Problem details – When the word "absolute" shows up in a line of the data below, copy that whole line.

##### Exercise materials #####

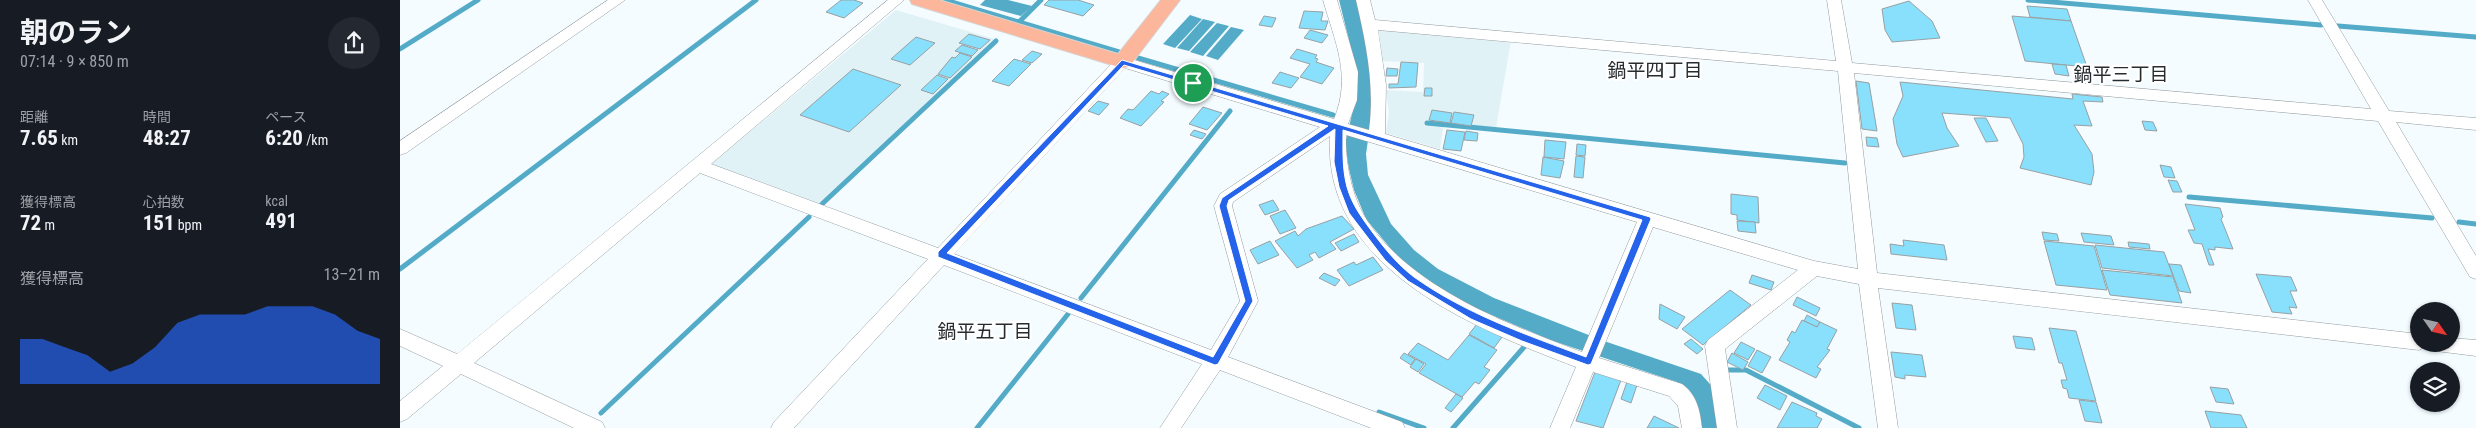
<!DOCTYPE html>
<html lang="ja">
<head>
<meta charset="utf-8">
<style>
	:root { --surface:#171b24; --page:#242831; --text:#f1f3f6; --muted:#9ea1a6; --accent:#2563eb }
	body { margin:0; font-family:"Roboto Condensed","Noto Sans JP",sans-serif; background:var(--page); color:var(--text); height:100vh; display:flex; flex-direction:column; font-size:19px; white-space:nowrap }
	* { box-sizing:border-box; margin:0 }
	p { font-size:16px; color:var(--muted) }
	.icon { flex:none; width:28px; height:28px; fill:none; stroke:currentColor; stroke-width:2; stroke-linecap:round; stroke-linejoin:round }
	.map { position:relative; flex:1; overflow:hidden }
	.panel { display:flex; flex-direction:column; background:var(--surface); width:400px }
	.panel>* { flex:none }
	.needle { width:32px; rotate:124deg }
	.buttons { position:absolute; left:2010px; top:302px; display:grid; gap:10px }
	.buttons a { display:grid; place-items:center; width:50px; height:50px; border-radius:50%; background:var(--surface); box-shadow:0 1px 4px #0004; font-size:25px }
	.pin { position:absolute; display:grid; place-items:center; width:42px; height:42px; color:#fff; margin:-21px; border:2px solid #fff; border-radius:50%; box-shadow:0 1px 5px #0007 }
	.round { display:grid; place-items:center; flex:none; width:52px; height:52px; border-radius:26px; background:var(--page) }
	.head { display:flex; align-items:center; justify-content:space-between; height:85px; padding:0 20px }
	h1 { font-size:28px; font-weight:700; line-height:38px }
	.metrics { display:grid; grid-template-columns:repeat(3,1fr); gap:8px; height:85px; padding:5px 20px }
	.metrics div { display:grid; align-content:center }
	.metrics b { font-size:21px; font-weight:700 }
	.metrics small { font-size:14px; font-weight:400 }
	.metrics p { font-size:14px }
	.chart { height:140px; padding:10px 20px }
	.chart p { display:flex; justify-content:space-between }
	.chart svg { width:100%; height:90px; margin-top:5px; fill:var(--accent); opacity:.7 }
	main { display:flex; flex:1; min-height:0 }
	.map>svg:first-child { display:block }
</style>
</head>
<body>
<main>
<section class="panel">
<div class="head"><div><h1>朝のラン</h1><p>07:14 · 9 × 850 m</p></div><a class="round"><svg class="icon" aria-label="share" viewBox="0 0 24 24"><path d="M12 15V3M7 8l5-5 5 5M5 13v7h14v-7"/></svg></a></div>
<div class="metrics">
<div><p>距離</p><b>7.65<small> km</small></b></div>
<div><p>時間</p><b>48:27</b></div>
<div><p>ペース</p><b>6:20<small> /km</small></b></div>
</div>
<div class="metrics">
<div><p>獲得標高</p><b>72<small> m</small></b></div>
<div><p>心拍数</p><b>151<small> bpm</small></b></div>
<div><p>kcal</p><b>491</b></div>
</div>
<div class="chart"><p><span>獲得標高</span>13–21 m</p>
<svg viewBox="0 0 160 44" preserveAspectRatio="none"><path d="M0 44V22L10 22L20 26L30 30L40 38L50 34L60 26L70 14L80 10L90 10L100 10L110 6L120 6L130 6L140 10L150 18L160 22V44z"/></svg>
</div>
</section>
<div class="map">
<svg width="2076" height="428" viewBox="0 0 2076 428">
	<rect width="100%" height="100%" fill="#f4fcff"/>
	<g fill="#e1f2f7">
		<path d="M496 10 598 40 422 206 310 165Z"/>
		<path d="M974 29 1111 41 1096 128 1044 123 1040 149 986 133 989 113 986 90 1023 92 1024 63 981 61Z"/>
	</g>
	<g fill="#53abc7">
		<path d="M585 0H608L632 6 621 16 580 5Z"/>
		<path d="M939 0H956L971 61 972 112 966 154 968 175 991 224 1014 250 1038 269 1094 298 1204 341 1301 374 1317 392 1321 428H1297C1295 407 1297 394 1277 382L1150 340 1066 304 1034 286 1001 261 966 219 954 190 949 169 945 144 957 93V72Z"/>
		<path d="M790 15 802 19 775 48 763 44Z"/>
		<path d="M803 19 815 22 789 51 777 48Z"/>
		<path d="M817 23 829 26 803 56 790 52Z"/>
		<path d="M831 27 844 30 818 60 806 56Z"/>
	</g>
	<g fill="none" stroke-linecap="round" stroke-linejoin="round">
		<g stroke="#53abc7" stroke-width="5">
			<path d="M545 0 719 52"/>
			<path d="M1628 0 1921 25"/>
			<path d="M619 22 641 0"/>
			<path d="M1938 26 2076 37"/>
			<path d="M0 49 78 0"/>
			<path d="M738 58 933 115"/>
			<path d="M1027 123 1445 163"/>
			<path d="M1789 197 2032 218"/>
			<path d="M422 204 596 41"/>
			<path d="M2059 222 2076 224"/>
			<path d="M0 269 356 0"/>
			<path d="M681 298 830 111"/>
			<path d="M1325 370H1346L1459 428"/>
			<path d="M979 412 1024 428"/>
			<path d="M201 413 409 217"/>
			<path d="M577 428 668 314"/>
			<path d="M1053 428 1125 346"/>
		</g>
	</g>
	<g fill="#88e0fd" stroke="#99a0a2">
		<path d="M441 0H454L463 3 444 18 426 12Z"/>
		<path d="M649 0H678L694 5 683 16 644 5Z"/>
		<path d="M1509 1 1532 21 1540 38 1492 42 1485 30 1482 9Z"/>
		<path d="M1627 6 1667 9 1671 21 1630 17Z"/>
		<path d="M904 11 923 12 921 21H928L925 30 899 28Z"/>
		<path d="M864 16 876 18 872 27 859 25Z"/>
		<path d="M1612 16 1671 21 1687 67 1625 61Z"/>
		<path d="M910 30 928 35 922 43 904 38Z"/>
		<path d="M569 34 590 40 580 49 559 43Z"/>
		<path d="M516 37 535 43 510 65 491 59Z"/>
		<path d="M562 45 578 50 572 56 555 51Z"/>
		<path d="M897 49 917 55 915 58 918 59 916 62 934 68 922 84 900 77 910 64 890 58Z"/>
		<path d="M632 51 642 54 632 63 622 60Z"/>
		<path d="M560 53 572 57 550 78 538 74 552 57 555 58Z"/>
		<path d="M614 59 631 64 609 86 592 81Z"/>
		<path d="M1001 62 1018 63 1016 87 989 88V84H998Z"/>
		<path d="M1652 64 1666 65 1669 76 1655 74Z"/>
		<path d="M987 68 998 69 997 76H986Z"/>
		<path d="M453 69 501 85 449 132 400 115Z"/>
		<path d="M880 72 899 78 891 88 872 83Z"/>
		<path d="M537 75 548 79 533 94 521 90Z"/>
		<path d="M1456 81 1469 83 1477 131 1462 129Z"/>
		<path d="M1500 82 1673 99 1672 94 1702 97 1703 102 1683 101 1692 126 1674 125 1692 154 1694 172 1691 185 1620 168 1624 157 1623 144 1610 118 1542 113 1547 128 1559 146 1503 157 1497 144 1493 119 1503 96Z"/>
		<path d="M1025 88H1032V96H1024Z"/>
		<path d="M751 91 759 94 762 91 769 94 761 101 764 102 741 126 720 118 728 109 733 110Z"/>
		<path d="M698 101 709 104 699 115 688 111Z"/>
		<path d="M803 107 822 113 807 130 789 124Z"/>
		<path d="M1032 110 1052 113 1050 123 1029 120Z"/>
		<path d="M1054 112 1074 115 1071 126 1051 123Z"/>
		<path d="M1574 118H1586L1598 141 1586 142Z"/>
		<path d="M1742 121 1753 122 1757 131 1745 130Z"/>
		<path d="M794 130 806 134 802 139 790 135Z"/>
		<path d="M1047 130 1065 132 1061 151 1043 149Z"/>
		<path d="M1066 131 1078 133 1077 141 1064 140Z"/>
		<path d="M1466 137 1477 138 1479 147 1467 146Z"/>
		<path d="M1145 140 1166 142 1164 159 1144 157Z"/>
		<path d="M1177 144 1186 145 1185 156 1176 155Z"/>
		<path d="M1176 156 1185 157 1183 178 1174 177Z"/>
		<path d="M1143 157 1164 161 1160 178 1141 175Z"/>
		<path d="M1760 165 1771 167 1775 178 1764 177Z"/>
		<path d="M1768 180 1777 181 1782 192H1773Z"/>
		<path d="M1331 194 1358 197 1359 223 1337 220V215L1331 214Z"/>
		<path d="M873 200 879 210 865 215 859 205Z"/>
		<path d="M1785 204 1820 208 1823 217 1821 219 1833 249 1815 247V250L1808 249 1814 265H1809L1802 244 1794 243 1788 230H1795Z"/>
		<path d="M885 210 896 228 880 234 870 216Z"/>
		<path d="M942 216 954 229 930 242 936 249 919 258 915 252 909 255 913 260 897 268 875 241 895 231 898 236 906 229Z"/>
		<path d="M1337 221 1355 222 1356 233 1338 231Z"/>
		<path d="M1642 232 1657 234 1659 241 1644 240Z"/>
		<path d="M1681 233 1711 236 1714 245 1684 242Z"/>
		<path d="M954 234 959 242 941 251 935 243Z"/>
		<path d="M1503 240 1544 245 1547 260 1491 254 1490 244 1504 246Z"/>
		<path d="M870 241 879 255 858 264 850 250Z"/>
		<path d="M1644 241 1694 246 1707 290 1656 285Z"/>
		<path d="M1728 242 1749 244 1750 249 1729 247Z"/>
		<path d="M1695 245 1764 252 1773 276 1702 268Z"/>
		<path d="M973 257 983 270 949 286 937 270 954 262 956 265Z"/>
		<path d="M1769 264 1781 265 1791 293 1779 291Z"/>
		<path d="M1702 270 1773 277 1782 303 1710 295Z"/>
		<path d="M924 273 940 280 935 286 919 278Z"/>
		<path d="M1856 274 1891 277 1897 291H1890L1897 308 1889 307 1892 314 1872 312Z"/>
		<path d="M1352 275 1374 282 1371 290 1349 283Z"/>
		<path d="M1330 290 1351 305 1303 345 1282 329Z"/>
		<path d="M1397 297 1420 308 1416 316 1393 305Z"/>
		<path d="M1492 303 1512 305 1516 330 1496 328Z"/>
		<path d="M1260 304 1285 317 1277 329 1259 319Z"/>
		<path d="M1407 315 1420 322 1417 327 1404 321Z"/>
		<path d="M1402 320 1417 327 1420 322 1437 330 1427 349 1430 350 1417 367 1421 369 1416 378 1379 360 1390 342 1387 340 1392 331 1395 333Z"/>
		<path d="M1077 324 1102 337 1094 348 1069 334Z"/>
		<path d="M1649 328 1676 331 1696 401 1669 398 1667 389 1663 388 1661 380H1667L1662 363H1659Z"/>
		<path d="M1069 335 1097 350 1084 367 1090 370 1079 384 1075 382 1062 397 1019 373 1026 364 1008 354 1018 343 1048 360Z"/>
		<path d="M1613 336 1632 338 1635 350 1616 348Z"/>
		<path d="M1291 339 1303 349 1297 354 1284 344Z"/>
		<path d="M1341 342 1355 349 1348 360 1334 353Z"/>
		<path d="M1357 350 1371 357 1362 373 1348 366Z"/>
		<path d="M1491 352 1522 355 1526 377 1505 375V379L1495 377Z"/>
		<path d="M1004 353 1015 359 1011 365 1000 358Z"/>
		<path d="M1332 353 1348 362 1343 370 1327 362Z"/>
		<path d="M1016 359 1024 364 1018 372 1010 367Z"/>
		<path d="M1195 372 1221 380 1203 428 1176 421Z"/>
		<path d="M1228 379 1238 382 1231 403 1221 399Z"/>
		<path d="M1365 385 1387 396 1380 410 1357 398Z"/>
		<path d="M1810 387 1828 389 1834 404 1816 402Z"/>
		<path d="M1056 394 1063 398 1051 412 1045 408Z"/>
		<path d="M1679 400 1696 402 1702 423 1685 421Z"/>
		<path d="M1392 402 1417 413 1416 416 1422 419 1417 428H1377Z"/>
		<path d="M1805 411 1841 415 1847 428H1811Z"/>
		<path d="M1254 416 1279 428H1247Z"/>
	</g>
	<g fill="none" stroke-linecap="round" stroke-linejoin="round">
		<defs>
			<g id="minor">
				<path d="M208 0H225L6 153 0 155V141Z"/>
				<path d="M488 0H504L311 164 538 248 717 58H727L934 119C952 76 935 42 923 0H937L958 72 957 100 948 124 969 130C975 86 966 43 956 0H970L975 20 1436 61 1427 0H1441L1452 63 1971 109 1908 0H1922L1989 111 2076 118V130L1996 122 2076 256V279L2070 277 1978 121 1454 73 1477 273 2019 334V344H2051V338L2076 340V356L2028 350 2026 346 2019 350 1478 288 1498 428H1478L1459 284 1417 276 1325 349 1337 428H1317L1305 346 1308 340 1398 270 1253 227 1199 358 1282 384C1297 395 1300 410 1302 428H1282L1278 406 1269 396 1193 372 1170 428H1150L1176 367C1074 328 922 269 930 136L833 202 832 206 858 301 828 357 1002 422 1005 428H971L820 370 781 428H760L802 364 544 265 394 428H371L374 422 528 259 300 173 74 363 202 422 205 428H174L61 374 7 419 0 422V401L43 366 0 346V329L57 354ZM978 30 1438 71 1458 269 1414 261 985 134 986 85ZM725 68 920 127 820 194 814 206 840 301 811 350 554 254ZM946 135 1237 222 1182 352C1109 325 1014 289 968 222 952 198 945 164 946 135Z"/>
			</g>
			<path id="major" d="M510 0H539L718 54 761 0H780L729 67 722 68 512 4Z"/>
		</defs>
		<use href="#minor" stroke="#949b9e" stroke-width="1"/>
		<use href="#major" stroke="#d5d5d5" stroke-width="2"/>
		<use href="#minor" fill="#fff" fill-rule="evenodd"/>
		<use href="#major" fill="#fbb69b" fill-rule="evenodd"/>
	</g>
	<path fill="#2563eb" stroke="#fff" fill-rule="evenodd" d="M722 60 1250 217 1251 219 1191 364 1188 365 1122 341 1071 319 1008 281 985 260 949 213 939 187 934 162 935 129 829 200 827 206 853 301 818 364 815 365 538 257V252ZM724 65 928 126 822 198 819 206 845 301 813 357 547 253ZM943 130 1242 220 1186 357C1127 335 1066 314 1014 277 998 265 985 249 973 233 962 218 952 205 947 187 942 168 943 150 943 130Z"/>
	<g text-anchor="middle" stroke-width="4.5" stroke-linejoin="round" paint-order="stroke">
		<g font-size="19" fill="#272d2f" stroke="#fff">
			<text x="1255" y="77">鍋平四丁目</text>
			<text x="1721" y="81">鍋平三丁目</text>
			<text x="585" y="338">鍋平五丁目</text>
		</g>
	</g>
</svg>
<div class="buttons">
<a><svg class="needle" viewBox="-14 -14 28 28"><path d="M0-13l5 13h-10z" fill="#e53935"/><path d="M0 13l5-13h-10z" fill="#9ea1a6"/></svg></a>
<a><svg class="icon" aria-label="layers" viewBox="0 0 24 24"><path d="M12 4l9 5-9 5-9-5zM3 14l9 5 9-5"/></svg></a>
</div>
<div class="pin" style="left:793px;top:83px;background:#1e9e55"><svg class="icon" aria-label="arrive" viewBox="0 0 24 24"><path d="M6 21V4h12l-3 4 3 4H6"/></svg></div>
</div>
</main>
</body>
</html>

#####

Answer space –
	.buttons { position:absolute; left:2010px; top:302px; display:grid; gap:10px }
	.pin { position:absolute; display:grid; place-items:center; width:42px; height:42px; color:#fff; margin:-21px; border:2px solid #fff; border-radius:50%; box-shadow:0 1px 5px #0007 }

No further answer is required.